Review arbitration terms. Know the dispute resolution mechanism for every AI platform you depend on. When enforcement actions or pricing changes affect your business, your legal options are defined by terms you accepted when you created your API key.
Active Monitoring
ConductAtlas tracks governance changes across AI platform infrastructure:
- OpenAI: 360 provisions, 36 events (5 in the last 4 days)
- Anthropic: 201 provisions, 3 events
- Google Gemini: 79 provisions, 19 events
- Perplexity AI: 139 provisions, 9 events
- Together AI: 31 provisions, 2 events
- Groq: 32 provisions, Fireworks AI: 30 provisions
Primary Sources
OpenAI governance documents (360 provisions archived by ConductAtlas)

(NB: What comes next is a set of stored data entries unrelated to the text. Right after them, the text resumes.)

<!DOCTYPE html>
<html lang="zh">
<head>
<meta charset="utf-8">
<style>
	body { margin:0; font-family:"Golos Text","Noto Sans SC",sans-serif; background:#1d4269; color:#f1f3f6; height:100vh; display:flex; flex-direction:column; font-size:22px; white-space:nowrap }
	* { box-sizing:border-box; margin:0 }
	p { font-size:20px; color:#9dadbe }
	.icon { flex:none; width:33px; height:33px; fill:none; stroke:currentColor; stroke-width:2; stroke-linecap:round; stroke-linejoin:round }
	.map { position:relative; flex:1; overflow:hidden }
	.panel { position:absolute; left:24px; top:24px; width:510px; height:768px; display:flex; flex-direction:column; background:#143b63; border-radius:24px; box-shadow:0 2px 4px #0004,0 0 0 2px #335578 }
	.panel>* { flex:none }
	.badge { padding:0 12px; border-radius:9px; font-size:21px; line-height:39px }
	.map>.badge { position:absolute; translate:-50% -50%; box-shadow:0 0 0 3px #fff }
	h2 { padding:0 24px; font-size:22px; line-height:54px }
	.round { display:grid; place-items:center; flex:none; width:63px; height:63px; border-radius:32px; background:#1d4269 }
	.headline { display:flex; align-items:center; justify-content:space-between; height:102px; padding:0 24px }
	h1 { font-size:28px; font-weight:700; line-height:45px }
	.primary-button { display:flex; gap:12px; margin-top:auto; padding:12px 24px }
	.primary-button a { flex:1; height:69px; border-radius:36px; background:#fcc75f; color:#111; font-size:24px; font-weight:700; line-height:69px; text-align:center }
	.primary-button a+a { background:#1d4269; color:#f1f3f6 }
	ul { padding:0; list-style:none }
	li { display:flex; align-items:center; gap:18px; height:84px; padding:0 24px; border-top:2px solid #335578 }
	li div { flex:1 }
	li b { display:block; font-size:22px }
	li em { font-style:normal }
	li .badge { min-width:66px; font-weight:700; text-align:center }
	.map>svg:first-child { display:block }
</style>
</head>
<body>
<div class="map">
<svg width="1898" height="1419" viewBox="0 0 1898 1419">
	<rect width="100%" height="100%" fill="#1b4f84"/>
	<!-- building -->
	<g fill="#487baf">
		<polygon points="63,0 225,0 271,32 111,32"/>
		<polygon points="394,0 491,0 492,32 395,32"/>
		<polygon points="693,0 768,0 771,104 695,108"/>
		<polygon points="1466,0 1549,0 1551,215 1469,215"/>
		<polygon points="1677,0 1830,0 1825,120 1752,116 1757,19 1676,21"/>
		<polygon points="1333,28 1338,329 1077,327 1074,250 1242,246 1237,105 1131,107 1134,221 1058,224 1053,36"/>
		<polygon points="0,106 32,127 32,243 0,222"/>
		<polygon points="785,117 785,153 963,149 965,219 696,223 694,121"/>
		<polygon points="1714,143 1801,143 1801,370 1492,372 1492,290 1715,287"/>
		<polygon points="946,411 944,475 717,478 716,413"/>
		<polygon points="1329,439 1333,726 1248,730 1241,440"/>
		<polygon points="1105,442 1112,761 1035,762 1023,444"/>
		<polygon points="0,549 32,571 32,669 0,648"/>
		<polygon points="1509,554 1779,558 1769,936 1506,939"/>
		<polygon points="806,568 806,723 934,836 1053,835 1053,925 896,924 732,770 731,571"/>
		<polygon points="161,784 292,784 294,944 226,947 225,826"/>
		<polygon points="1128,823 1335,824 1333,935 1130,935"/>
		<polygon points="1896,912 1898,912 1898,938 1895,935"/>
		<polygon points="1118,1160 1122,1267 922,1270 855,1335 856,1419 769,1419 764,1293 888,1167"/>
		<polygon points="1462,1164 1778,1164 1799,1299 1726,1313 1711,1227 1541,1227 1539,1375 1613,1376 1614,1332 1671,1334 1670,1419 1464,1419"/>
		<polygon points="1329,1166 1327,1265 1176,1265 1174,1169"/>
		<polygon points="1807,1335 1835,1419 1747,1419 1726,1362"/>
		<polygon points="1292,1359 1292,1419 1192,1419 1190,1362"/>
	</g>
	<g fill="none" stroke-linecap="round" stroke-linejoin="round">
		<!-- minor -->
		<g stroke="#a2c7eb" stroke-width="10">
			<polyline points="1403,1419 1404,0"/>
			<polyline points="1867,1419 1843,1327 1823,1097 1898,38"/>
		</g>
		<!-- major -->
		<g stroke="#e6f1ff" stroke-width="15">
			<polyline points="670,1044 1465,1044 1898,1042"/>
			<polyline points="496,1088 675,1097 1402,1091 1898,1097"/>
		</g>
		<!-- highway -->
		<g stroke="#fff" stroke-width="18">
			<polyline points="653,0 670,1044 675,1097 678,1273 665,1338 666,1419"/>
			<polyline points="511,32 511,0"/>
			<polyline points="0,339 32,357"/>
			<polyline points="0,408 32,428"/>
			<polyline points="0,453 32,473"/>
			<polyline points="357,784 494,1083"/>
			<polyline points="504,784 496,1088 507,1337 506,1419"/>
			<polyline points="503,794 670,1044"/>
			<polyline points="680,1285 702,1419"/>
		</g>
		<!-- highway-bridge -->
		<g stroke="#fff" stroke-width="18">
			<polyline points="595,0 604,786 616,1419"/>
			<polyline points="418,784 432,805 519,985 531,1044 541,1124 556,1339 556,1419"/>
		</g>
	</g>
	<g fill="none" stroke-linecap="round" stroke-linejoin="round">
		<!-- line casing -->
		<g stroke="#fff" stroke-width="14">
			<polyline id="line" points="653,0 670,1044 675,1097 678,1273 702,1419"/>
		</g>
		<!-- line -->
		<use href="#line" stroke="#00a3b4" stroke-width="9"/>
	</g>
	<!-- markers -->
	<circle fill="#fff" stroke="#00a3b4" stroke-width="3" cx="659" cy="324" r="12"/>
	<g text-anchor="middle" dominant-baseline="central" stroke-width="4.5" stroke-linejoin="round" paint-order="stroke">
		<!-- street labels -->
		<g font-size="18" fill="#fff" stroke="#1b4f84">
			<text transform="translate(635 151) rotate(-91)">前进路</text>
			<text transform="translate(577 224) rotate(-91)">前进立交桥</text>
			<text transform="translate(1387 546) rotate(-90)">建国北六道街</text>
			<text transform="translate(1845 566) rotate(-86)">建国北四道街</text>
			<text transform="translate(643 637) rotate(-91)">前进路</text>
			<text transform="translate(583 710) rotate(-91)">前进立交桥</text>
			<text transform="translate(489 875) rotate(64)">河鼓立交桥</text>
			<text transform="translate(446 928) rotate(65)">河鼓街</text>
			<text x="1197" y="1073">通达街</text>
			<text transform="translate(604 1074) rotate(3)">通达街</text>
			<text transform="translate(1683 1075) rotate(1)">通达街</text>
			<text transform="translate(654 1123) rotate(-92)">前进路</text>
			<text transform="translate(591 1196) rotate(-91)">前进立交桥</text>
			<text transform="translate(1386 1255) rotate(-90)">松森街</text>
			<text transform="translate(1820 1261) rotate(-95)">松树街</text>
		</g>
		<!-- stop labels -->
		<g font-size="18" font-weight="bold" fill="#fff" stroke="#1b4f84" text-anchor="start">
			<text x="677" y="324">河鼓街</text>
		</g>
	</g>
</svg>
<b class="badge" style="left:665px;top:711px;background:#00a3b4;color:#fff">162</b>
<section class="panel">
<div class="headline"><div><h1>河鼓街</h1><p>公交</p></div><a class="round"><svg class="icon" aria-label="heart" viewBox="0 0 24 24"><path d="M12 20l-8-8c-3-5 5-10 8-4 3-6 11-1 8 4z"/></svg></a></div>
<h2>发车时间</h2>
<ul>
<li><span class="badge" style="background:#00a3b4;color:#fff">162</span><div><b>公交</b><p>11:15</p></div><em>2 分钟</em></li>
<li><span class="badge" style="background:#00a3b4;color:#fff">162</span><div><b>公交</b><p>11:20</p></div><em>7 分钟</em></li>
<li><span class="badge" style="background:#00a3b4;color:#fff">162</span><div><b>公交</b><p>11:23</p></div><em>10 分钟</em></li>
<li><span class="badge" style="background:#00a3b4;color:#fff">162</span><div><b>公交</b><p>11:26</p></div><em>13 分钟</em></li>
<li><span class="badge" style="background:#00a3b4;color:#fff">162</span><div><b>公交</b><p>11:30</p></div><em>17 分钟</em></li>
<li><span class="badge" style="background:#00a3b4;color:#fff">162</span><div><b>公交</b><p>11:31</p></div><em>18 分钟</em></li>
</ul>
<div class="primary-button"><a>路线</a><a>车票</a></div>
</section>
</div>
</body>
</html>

Anthropic governance documents (201 provisions archived by ConductAtlas)
Google Gemini governance documents (79 provisions archived by ConductAtlas)
Perplexity AI governance documents (139 provisions archived by ConductAtlas)
Every application built on AI infrastructure operates under governance terms set by the AI provider. Those terms change frequently, often without individual notice to downstream developers. The June 9 OpenAI privacy policy revision, removing documented user controls while maintaining the underlying authorization, illustrates how governance changes at the infrastructure layer flow downstream to every dependent application. Tracking these changes is not optional for anyone building on AI.